Marilyn Jess

Initiation d’une jeune marquise

Issue du peep-show (où elle est d’ailleurs retournée un moment en 1989), Marilyn Jess (originellement Dominique Troyes) alliait une plastique généreuse à un visage enfantin, ce qui explique l’émotion que suscita la moindre de ses apparitions, au fil d’une carrière riche en performances chavirantes (environ 80 sur 15 ans) placée sous l’ombre tutélaire de Meussieu Marc Dorcel. La réédition en DVD de ses plus palpitantes prestations témoigne de l’empreinte indélébile qu’elle a laissée dans le coeur (oui, le coeur !) des pornophiles sentimentaux. On l’aime fondue dans la masse des partouzeurs suicidaires de Mes nuits avec… Alice, Pénélope, Arnold, Maud et Richard (Frédéric Lansac, 1975), un simple bandana coloré autour des cheveux (Vacances à Ibiza, Gérard Kikoïne, 1981), déguisée en soubrette lascive (Initiation d’une jeune marquise, Pierre B. Reinhart, 1988, qui, dans sa version non expurgée, contient la démonstration d’une “machine à enculer” digne du Catalogue des objets introuvables de Jacques Carelman), conjuguée à Olinka (Le Retour de Marilyn, Michel Leblanc, 1985) ou à Traci Lords (Traci, je t’aime, Jean-Pierre Floran, 1986), initiée aux délices de l’amour par Brigitte Lahaie et notre Alban Ceray national (Les petites écolières, Lansac, 1980), dissimulée sous un masque de plumes (Dans la chaleur de Saint-Tropez, KikoIne, 1982) ou des lunettes noires pour nuits très très blanches (Ballets roses, Kikoïne, 1981), livrée au cérémonial raffiné des exhibitions SM (Lola, Kikoïne, 1981) ; tous les réalisateurs ont joué sur son physique plantureux, sa présence à la fois détachée, mystérieuse (Lansac, Kikoïne) et proche (dans Initiation, elle suspend le cours de l’intrigue pour s’adresser ingénument au spectateur).
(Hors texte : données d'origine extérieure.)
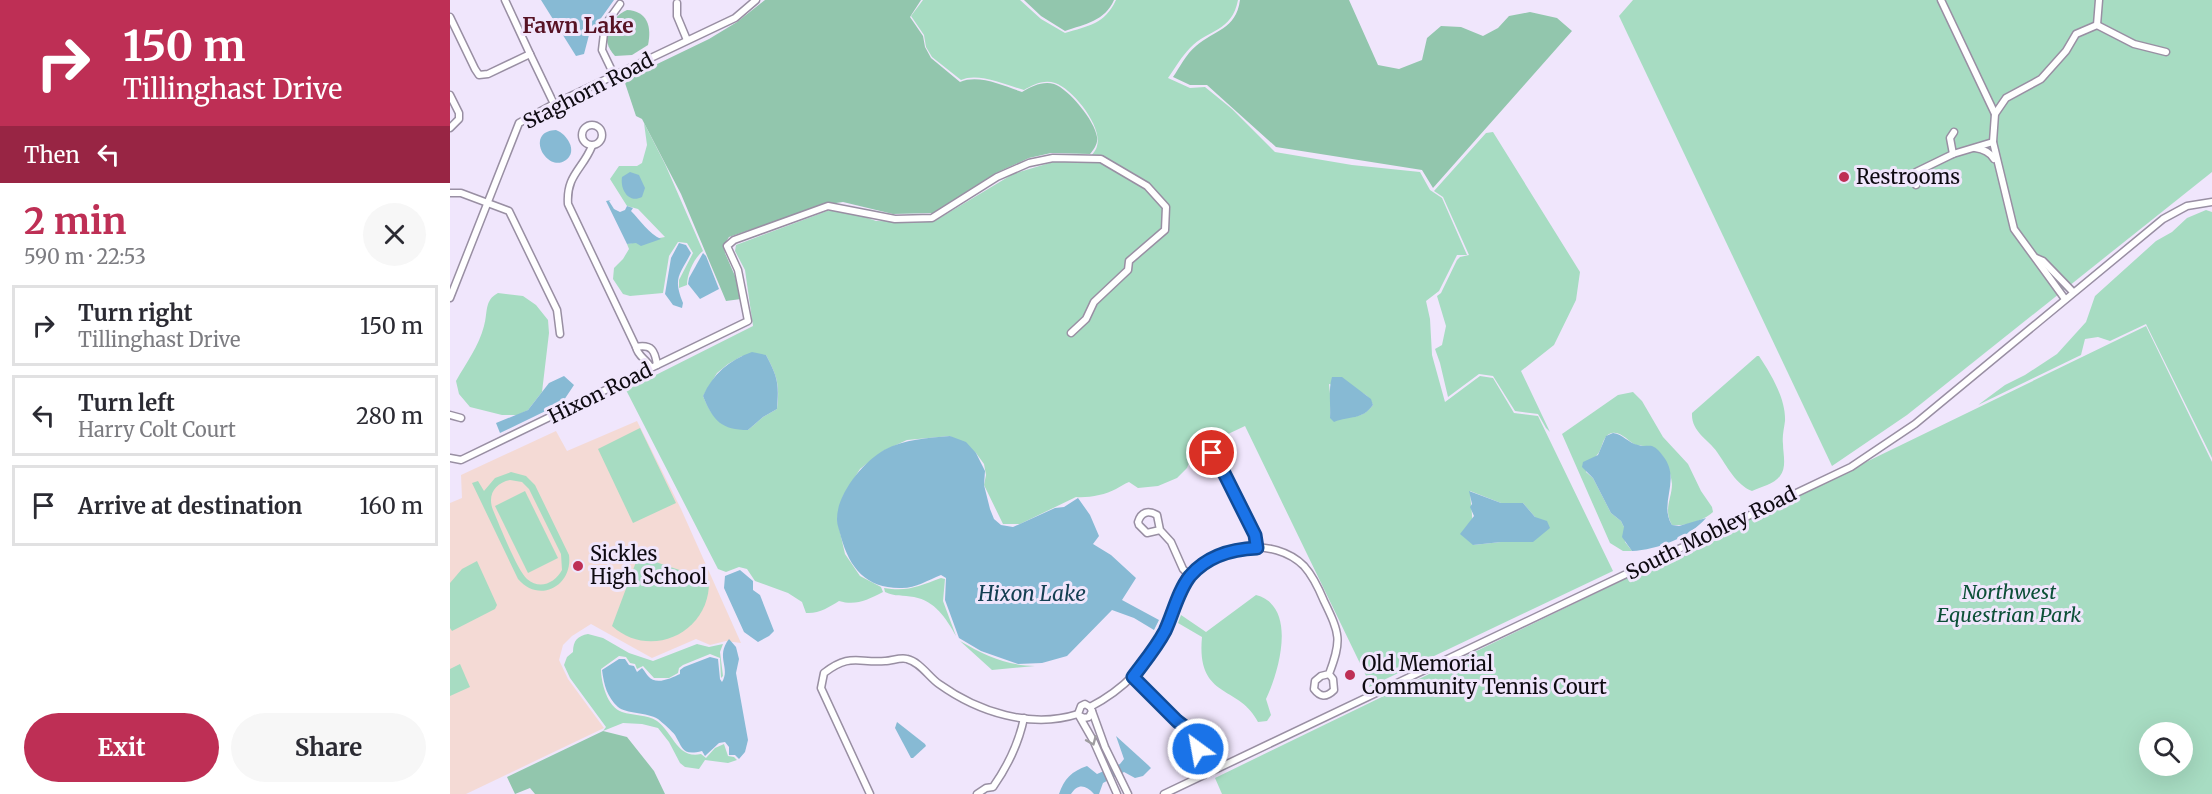 <!DOCTYPE html>
<meta charset="utf-8">
<style>
:root{--surface:#fff;--page:#f7f7f7;--text:#2b2b33;--muted:#7c7c81;--line:#e1e1e2;--accent:#be2f55}
body{margin:0;font-family:Merriweather,serif;background:var(--page);color:var(--text);height:100vh;display:flex;flex-direction:column;font-size:22px;white-space:nowrap}
*{box-sizing:border-box;margin:0}
p{font-size:20px;color:var(--muted)}
.icon{flex:none;width:33px;height:33px;fill:none;stroke:currentColor;stroke-width:2;stroke-linecap:round;stroke-linejoin:round}
.map{position:relative;flex:1;overflow:hidden}
.side{display:flex;flex-direction:column;background:var(--surface);width:450px}
.side>*{flex:none}
.banner{background:#be2f55;color:#fff;overflow:hidden}
.controls{position:absolute;left:1689px;top:722px;display:grid;gap:12px}
.controls a{display:grid;place-items:center;width:54px;height:54px;border-radius:50%;background:var(--surface);box-shadow:0 6px 24px #0002;font-size:30px}
.pin{position:absolute;display:grid;place-items:center;width:51px;height:51px;color:#fff;margin:-26px;border:3px solid #fff;border-radius:50%;box-shadow:0 2px 6px #0007}
.me{position:absolute;width:66px;margin:-33px;rotate:328deg;stroke-linejoin:round;filter:drop-shadow(0 0 4px #0008)}
.turn{display:flex;align-items:center;gap:21px;height:126px;padding:0 24px;font-size:27px}
.turn .icon{width:78px;height:78px;stroke-width:2.5}
.turn b{display:block;font-size:42px;line-height:51px}
.then{display:flex;align-items:center;height:57px;padding:0 24px;background:#0003;gap:12px;font-size:22px}
.round{display:grid;place-items:center;flex:none;width:63px;height:63px;border-radius:32px;background:var(--page)}
.overview{display:flex;align-items:center;justify-content:space-between;height:102px;padding:0 24px}
h1{font-size:36px;font-weight:700;line-height:45px;color:var(--accent)}
.action{display:flex;gap:12px;margin-top:auto;padding:12px 24px}
.action a{flex:1;height:69px;border-radius:36px;background:var(--accent);color:#fff;font-size:24px;font-weight:700;line-height:69px;text-align:center}
.action a+a{background:var(--page);color:var(--text)}
ul{padding:0;list-style:none}
li{display:flex;align-items:center;gap:18px;height:81px;margin:0 12px 9px;padding:0 12px;border:3px solid var(--line);border-radius:0px}
li div{flex:1}
li b{display:block;font-size:22px}
li em{font-style:normal}
main{display:flex;flex:1;min-height:0}
.map>svg:first-child{display:block}
.education{fill:#f4dad5}
.green{fill:#a7dcc2;fill-rule:evenodd}
.forest{fill:#92c6ad}
.water{fill:#87bad4}
.lines{fill:none;stroke-linecap:round;stroke-linejoin:round}
.minor-casing{stroke:#998fa3;stroke-width:9}
.minor{stroke:#fff;stroke-width:6}
.oneway{stroke:#9f9da0}
.route-casing{stroke:#114b97;stroke-width:15}
.route{stroke:#1a73e8;stroke-width:10}
.poi-dot{fill:#be2f55;stroke:#f0e6fc;stroke-width:2}
.labels{text-anchor:middle;stroke-width:6;stroke-linejoin:round;paint-order:stroke}
.street-label{font-size:20px;fill:#0e0a11;stroke:#f0e6fc}
.poi-label{font-size:20px;fill:#0e0a11;stroke:#f0e6fc;text-anchor:start}
.park-label{font-size:20px;font-style:italic;fill:#0d5038;stroke:#f0e6fc}
.neighbourhood-label{font-size:21px;font-weight:bold;fill:#571224;stroke:#f0e6fc}
.water-label{font-size:21px;font-style:italic;fill:#143f52;stroke:#f0e6fc}
</style>
<main>
<section class="side">
<div class="banner">
<div class="turn"><svg class="icon" aria-label="right" viewBox="0 0 24 24"><path d="M7 20v-9h11M14 6l5 5-5 5"/></svg><div><b>150 m</b>Tillinghast Drive</div></div>
<div class="then">Then<svg class="icon" aria-label="left" viewBox="0 0 24 24"><path d="M17 20v-9H6M10 6l-5 5 5 5"/></svg></div>
</div>
<div class="overview"><div><h1>2 min</h1><p>590 m · 22:53</p></div><a class="round"><svg class="icon" aria-label="close" viewBox="0 0 24 24"><path d="M6 6l12 12M18 6L6 18"/></svg></a></div>
<ul>
<li><svg class="icon" aria-label="right" viewBox="0 0 24 24"><path d="M7 20v-9h11M14 6l5 5-5 5"/></svg><div><b>Turn right</b><p>Tillinghast Drive</p></div><em>150 m</em></li>
<li><svg class="icon" aria-label="left" viewBox="0 0 24 24"><path d="M17 20v-9H6M10 6l-5 5 5 5"/></svg><div><b>Turn left</b><p>Harry Colt Court</p></div><em>280 m</em></li>
<li><svg class="icon" aria-label="arrive" viewBox="0 0 24 24"><path d="M6 21V4h12l-3 4 3 4H6"/></svg><div><b>Arrive at destination</b></div><em>160 m</em></li>
</ul>
<div class="action"><a>Exit</a><a>Share</a></div>
</section>
<div class="map">
<svg width="1762" height="794" viewBox="0 0 1762 794">
<rect width="100%" height="100%" fill="#f0e6fc"/>
<!-- education -->
<path class="education" d="M187,421l44,88 60,134 -15,-2 -16,4 -14,-6 -44,19 -61,-34 -19,12 -9,9 -4,15 9,19 36,49 -138,66h-16v-291l12,-5 -1,-23 95,-44 11,20z"/>
<!-- green -->
<g class="green">
<path d="M473,0h97l21,19 24,14c23,-7 40,-9 51,-33h122c-6,32 -30,29 -48,48 -8,8 -15,20 -22,30l22,10 15,-1 27,22 43,43 77,13 68,7 10,18 12,8 25,57h-10l-18,36 -13,10 4,18 2,36 13,47 35,-26 13,2 21,35 24,3 75,155 -244,116 1,-3 -125,-258 -51,24 -7,18 -10,10 -19,8 -20,2 -9,-6c-5,2 -8,4 -13,7 -11,6 -28,9 -40,8l-56,27h-17l-19,-39 2,-10 -2,-11 -8,-11 -26,-17 -43,4 -24,11 -23,18 -17,27 -6,23 8,35 15,22 21,11 2,5c-16,8 -27,14 -44,9 -10,6 -20,13 -33,12l-4,-11 -14,-9 -33,-12 -8,-12 -8,-2 -13,5 -8,-3 -92,-179 127,-64 -8,-56 -10,-19 1,-6 94,-35 18,1 28,10 57,1 80,-48 40,-12 33,-1c4,-4 10,-10 11,-15 6,-19 -24,-57 -42,-63 -11,-4 -23,2 -31,7 -18,-5 -46,-18 -63,-10l-29,-23 -6,-10 -2,-12 -13,-19zM316,355c11,21 14,29 11,54l-14,8 -15,13c-26,-6 -34,-7 -45,-34l14,-23 11,-9 14,-8zM879,384c16,4 38,4 44,21 -12,16 -25,11 -43,13l1,-15zM1020,491l31,12h22l12,14 -2,25h-32l-28,3c1,-19 -2,-36 -3,-54z"/>
<path d="M1183,0h579v172l-305,243 -75,51 -213,-450z"/>
<path d="M194,123l21,41 38,87c-9,7 -16,23 -16,34l-8,3v-8l14,-27 -6,-10 -9,-1 -9,14 -6,37 -33,3 -7,-2 -10,-15 1,-11 9,-9 6,-10 -2,-5 38,-7 -27,-28 -11,-3 -17,-27 9,-13h18l5,-3 5,-18z"/>
<path d="M1043,132l87,140 -4,28 -22,45 -33,26 29,61 -4,-4 -8,-14 -23,-3 -22,-35 -14,-2 -31,23 -8,-34 -5,-14 7,-4 4,-19 -9,-30 4,-3 16,-33 3,-3 9,-2 -26,-58 -9,-6 52,-58z"/>
<path d="M1756,210l6,2v246l-66,-134 -36,17 -12,-4 -13,2 -4,16 -103,50 27,-20 20,-10 32,-21 29,-32 9,-26 61,-55 16,-9 15,-14z"/>
<path d="M48,293l25,3 13,9 12,15 1,13 -7,59 -14,18 -10,5h-16l-32,-8 -11,-13 -3,-13c10,-18 23,-35 28,-55 4,-13 0,-26 14,-33z"/>
<path d="M1696,326l66,136v332h-990l-7,-16zM1700,732h32v33h-32z"/>
<path d="M1307,356h2c12,18 27,43 26,65 -1,8 -3,15 -2,23 0,10 4,23 -3,32 -6,8 -19,11 -28,15 -16,-6 -25,-25 -35,-39 -9,-13 -26,-20 -25,-39z"/>
<path d="M1183,392l9,9 21,36 25,27 13,27 11,16 1,5c-8,8 -28,15 -41,13 -9,-15 0,-27 0,-41 -1,-12 -7,-30 -18,-36 -5,-3 -12,-1 -18,-3 -7,-3 -15,-14 -24,-12 -10,2 -9,16 -15,22 -2,3 -5,4 -8,5l-3,12 7,6 18,35 10,8 3,6 1,15 7,9h-9l-13,-8 -48,-109 56,-39z"/>
<path d="M190,428l36,75 -43,20 -35,-74z"/>
<path d="M61,472l15,4 9,9 34,70c4,31 -30,49 -51,24l-46,-96 6,-2 6,10 11,-13zM60,480l12,2 7,7 32,65 1,16c-7,13 -22,20 -35,9 -10,-9 -28,-55 -34,-69 -6,-15 2,-27 17,-30z"/>
<path d="M75,491l33,67 -30,15 -33,-67z"/>
<path d="M194,558l65,22c2,52 -58,81 -97,46l24,-64z"/>
<path d="M27,561l20,44 -2,4 -43,22 -2,-3v-45l12,-14z"/>
<path d="M491,578l4,1 -2,22 13,35c-10,-18 -21,-35 -42,-39 -11,-2 -19,0 -29,-5l-1,-4c24,4 35,-2 57,-10z"/>
<path d="M806,595c42,11 23,77 10,104l5,16 -4,6 -9,1c-19,-38 -62,-22 -56,-85l-24,-14 3,-8 25,17z"/>
<path d="M138,634l15,4 26,15 24,8 44,-17 12,3 14,-3 -3,8 3,24 -2,2 -1,-20 -10,-4 -27,11 -4,3 -1,5 -9,5h-15l-11,-12 -6,3 -2,-5 -5,-1 -4,-6 -7,-1 -18,13c0,13 6,38 21,43 11,4 25,2 35,9 17,13 20,38 44,33l5,4 9,-10 9,-4 4,12 6,1 3,3 -9,3 -23,-3 -6,9 -14,-2 -5,-4 -11,-21 -11,-14 -16,-4 -19,-1 -20,8 3,-4 -36,-49 -6,-13 3,-8 6,-5c0,-12 5,-16 15,-18z"/>
<path d="M510,641c24,14 47,25 75,25l-43,4z"/>
<path d="M10,664l10,23 -20,9v-27z"/>
</g>
<!-- forest -->
<g class="forest">
<path d="M315,0h156l-11,17 13,19 2,11 6,11 29,24c19,-8 44,4 62,10 10,-6 21,-11 32,-8 15,5 41,37 43,53 1,7 -3,12 -7,17l-39,-1 -22,5 -33,15 -62,40 -41,1 -50,-12 -21,3 -93,32 -5,8 1,8 10,23 6,23 -15,2 -45,-107 -39,-75 -6,-3 -12,-36 85,-41 28,-17z"/>
<path d="M574,0h90c-9,21 -29,24 -49,31l-24,-15z"/>
<path d="M790,0h109l29,65 21,4 23,-9 5,-22 14,-12 20,1 22,9 15,-8 11,-12 21,-4 27,6 15,13 -139,157 -11,-18 -146,-23 -69,-62h-17l-17,-8c7,-10 13,-23 23,-31 18,-16 40,-16 44,-46z"/>
<path d="M177,10c20,1 25,16 21,35l-16,10 -17,1c-16,-17 -7,-37 12,-46z"/>
<path d="M153,731l24,6 27,34 11,23h-130l-5,-6 -15,6 -8,-17z"/>
</g>
<!-- water -->
<g class="water">
<path d="M91,0h73l-25,35 -5,19 -8,2z"/>
<path d="M106,130c11,4 22,21 10,30 -20,14 -42,-29 -10,-30z"/>
<path d="M180,172l9,3 6,13 -3,9c-14,7 -22,-8 -20,-20z"/>
<path d="M161,200l-2,1 5,8 6,3 5,-2 2,-4 6,2 -2,3c9,9 18,23 30,28l-20,7 -5,-3 -9,1 -21,-43z"/>
<path d="M229,243l7,2 5,8c-12,23 -18,25 -8,50l-1,5 -9,-3 -8,-11 6,-36z"/>
<path d="M253,253l3,3 13,33 -19,10 -12,-15 1,-6z"/>
<path d="M302,352l14,3c12,23 13,28 11,54l-14,8 -15,13c-26,0 -35,-9 -45,-34 10,-22 26,-36 49,-44z"/>
<path d="M114,376l10,9 -12,18 -62,30 -4,-10 32,-13 21,-27z"/>
<path d="M882,377h10l29,22 2,6c-12,16 -22,10 -39,17l-4,-4c1,-13 -2,-28 2,-41z"/>
<path d="M1163,433c10,1 15,10 25,12 5,2 10,0 14,1 5,2 8,6 11,10 19,24 -5,47 9,69l7,1 27,-8c-16,19 -49,32 -74,33l-10,-14 2,-10 -3,-6 -10,-8 -18,-35 -11,-11 1,-5 15,-7 8,-19z"/>
<path d="M500,436l16,6 10,11 9,18 -1,14 6,24 4,10 7,6 12,2 42,-19 9,-1 14,-9 12,17 9,21 -6,8 18,11 25,23 -14,22 37,20 -5,10 -20,-12 -22,-8 -45,46 -25,7 -24,1 -37,-13 -22,-13 -14,-38 1,-22 -5,-3c-13,5 -25,13 -39,13 -35,1 -52,-19 -61,-51 -1,-5 -4,-12 -4,-17 -1,-25 26,-58 47,-70 21,-11 43,-12 66,-14z"/>
<path d="M1019,491l32,12h22l12,14 12,4 3,7 -17,14h-32l-28,3 -13,-11 14,-18 -4,-9 2,-3z"/>
<path d="M290,570l13,11v9l7,5 14,36 -5,5 -11,6 -14,-10 -20,-44 1,-12z"/>
<path d="M279,639l7,8 3,12 -3,14 12,67 -3,12 -6,7 -4,-4h-6v-8l-4,-5 -6,1 -14,13 -3,-5c-19,5 -19,-2 -27,-16 -3,-4 -12,-12 -17,-16 -11,-7 -32,-5 -40,-12 -11,-10 -14,-22 -16,-37l17,-11h6l4,6 5,1 3,6 5,-4c3,3 4,6 6,8 8,10 23,2 32,-2v-4l4,-3 26,-10 8,2 2,20 2,3c9,-14 -7,-25 7,-43z"/>
<path d="M447,722l28,22 1,2 -13,12h-2l-16,-30z"/>
<path d="M666,736l32,29 3,3 -8,8 -8,2 -11,-6 -21,11 -4,11h-5c-8,-9 -16,-11 -23,0h-12c5,-15 13,-23 28,-28l10,8 23,-10 4,-5z"/>
</g>
<g class="lines">
<!-- minor casing -->
<g class="minor-casing">
<g id="minor">
<path d="M1491,0l54,114"/>
<path d="M227,3v13l10,24"/>
<path d="M0,17l25,52 4,6 9,-1 42,-20 -25,-54"/>
<path d="M1647,25l2,-25"/>
<path d="M80,54l24,50"/>
<path d="M164,75l-12,-25 3,-25 15,-21"/>
<path d="M0,95l9,18v6l-9,9"/>
<circle cx="142" cy="135" r="10"/>
<path d="M142,146c-9,23 -26,29 -24,58l68,143"/>
<path d="M1525,148c8,1 15,4 19,11"/>
<path d="M1503,154l-3,-16 4,-6"/>
<path d="M1466,185l-2,-4 2,-9 37,-18 40,-12"/>
<path d="M0,193h11l48,18 48,99 3,24"/>
<path d="M1586,258l7,3 30,31"/>
<path d="M0,298l69,-175 35,-19 181,-86 21,-18"/>
<path d="M1615,299l-51,-70 -21,-87 2,-28 11,-16 35,-19 25,-28 10,-17 21,-9 37,19 32,8"/>
<path d="M201,368c-4,-9 -13,-11 -15,-21 16,-3 19,4 21,18"/>
<path d="M0,415l11,3"/>
<circle cx="761" cy="463" r="10"/>
<path d="M0,458l11,2 287,-139 -10,-51 -11,-24 7,-6 94,-34 67,13 37,-1 65,-41 32,-14 24,-5 48,1 46,27 19,21 -1,23 -36,31 -1,9 -34,32 -8,17 -15,14"/>
<path d="M770,465l35,70 2,13"/>
<path d="M710,530l-13,3 -8,-8 -1,-3c3,-10 10,-12 19,-7l3,15 11,12 12,27 7,7"/>
<path d="M683,677l44,44 17,12 1,11 3,5 11,1 5,-4v-9l-2,-3 -8,-3 -10,2"/>
<path d="M640,707c33,-17 59,-44 75,-77 8,-17 13,-39 25,-54 25,-32 84,-40 114,-10 9,10 15,23 20,35 16,33 18,39 5,73l-8,2 -6,5 -1,8c6,8 12,9 20,1l-1,-11 -4,-5"/>
<path d="M642,711l13,36 23,47"/>
<path d="M630,716l4,2 5,-1 3,-6 -2,-4 -5,-3 -4,2 -3,8 16,28 23,52"/>
<path d="M420,794l-49,-106 3,-15c26,-20 33,-10 61,-12 7,0 15,-4 22,-2 13,3 22,18 32,25 39,28 92,45 139,30"/>
<path d="M527,794l9,-6 7,-1c14,-20 26,-45 31,-69"/>
<path d="M714,794l687,-327 64,-43 248,-205 24,-13 25,-4"/>
</g>
</g>
<!-- minor -->
<use href="#minor" class="minor"/>
</g>
<!-- one-way arrows -->
<defs><path id="oneway-chevron" d="M-2-3.5L2.5 0L-2 3.5" fill="none" stroke-width="1.6" stroke-linecap="round" stroke-linejoin="round" transform="scale(1.5)"/></defs>
<use class="oneway" href="#oneway-chevron" transform="translate(642 741) rotate(67)"/>
<g class="lines">
<!-- route casing -->
<g class="route-casing">
<path id="route" d="M748,749l-3,-5 -1,-10 -17,-13 -44,-44c11,-15 23,-29 32,-46 8,-17 13,-40 25,-55 17,-20 42,-27 67,-28l-2,-13 -35,-70 -1,-6 -7,-6"/>
</g>
<!-- route -->
<use href="#route" class="route"/>
</g>
<!-- markers -->
<g class="poi-dot">
<circle cx="1394" cy="177" r="6"/>
<circle cx="128" cy="566" r="6"/>
<circle cx="900" cy="675" r="6"/>
</g>
<g class="labels">
<!-- street labels -->
<g class="street-label">
<text transform="translate(138 91) rotate(-27)" y="7">Staghorn Road</text>
<text transform="translate(150 393) rotate(-26)" y="7">Hixon Road</text>
<text transform="translate(1261 533) rotate(-26)" y="7">South Mobley Road</text>
</g>
<!-- poi labels -->
<g class="poi-label">
<text x="1406" y="184">Restrooms</text>
<text x="140" y="561">Sickles<tspan x="140" dy="23">High School</tspan></text>
<text x="912" y="671">Old Memorial<tspan x="912" dy="23">Community Tennis Court</tspan></text>
</g>
<!-- park labels -->
<g class="park-label">
<text x="1559" y="599">Northwest<tspan x="1559" dy="23">Equestrian Park</tspan></text>
</g>
<!-- neighbourhood labels -->
<g class="neighbourhood-label">
<text x="128" y="33">Fawn Lake</text>
</g>
<!-- water labels -->
<g class="water-label">
<text x="582" y="601">Hixon Lake</text>
</g>
</g>
</svg>
<div class="controls">
<a><svg class="icon" aria-label="search" viewBox="0 0 24 24"><circle cx="10" cy="10" r="6"/><path d="M15 15l6 6"/></svg></a>
</div>
<div class="pin" style="left:762px;top:453px;background:#d93025"><svg class="icon" aria-label="arrive" viewBox="0 0 24 24"><path d="M6 21V4h12l-3 4 3 4H6"/></svg></div>
<svg class="me" style="left:748px;top:749px" viewBox="-20 -20 40 40"><circle r="17" fill="#1a73e8" stroke="#fff" stroke-width="3"/><path d="M0-11L8 9 0 5-8 9z" fill="#fff"/></svg>
</div>
</main>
On l’adore surtout en Femme Objet (Lansac, 1980) - dans le rôle muet de Kim, créature sans coutures modelée par un écrivain de science-fiction émule de Frankenstein, elle traduisait très subtilement (fait inhabituel chez les stars du X) l’évolution dialectique des sentiments de son personnage-robot. Il faut la voir et la revoir, vibrante et délicate, glisser de la soumission à la révolte, de l’automatisme à l’autonomie, en ce qui demeure l’un des meilleurs pornos français de tous les temps (nous renvoyons à l’excellente analyse d’Alain Minard, in La Saison cinématographique 81, pp. 142-143).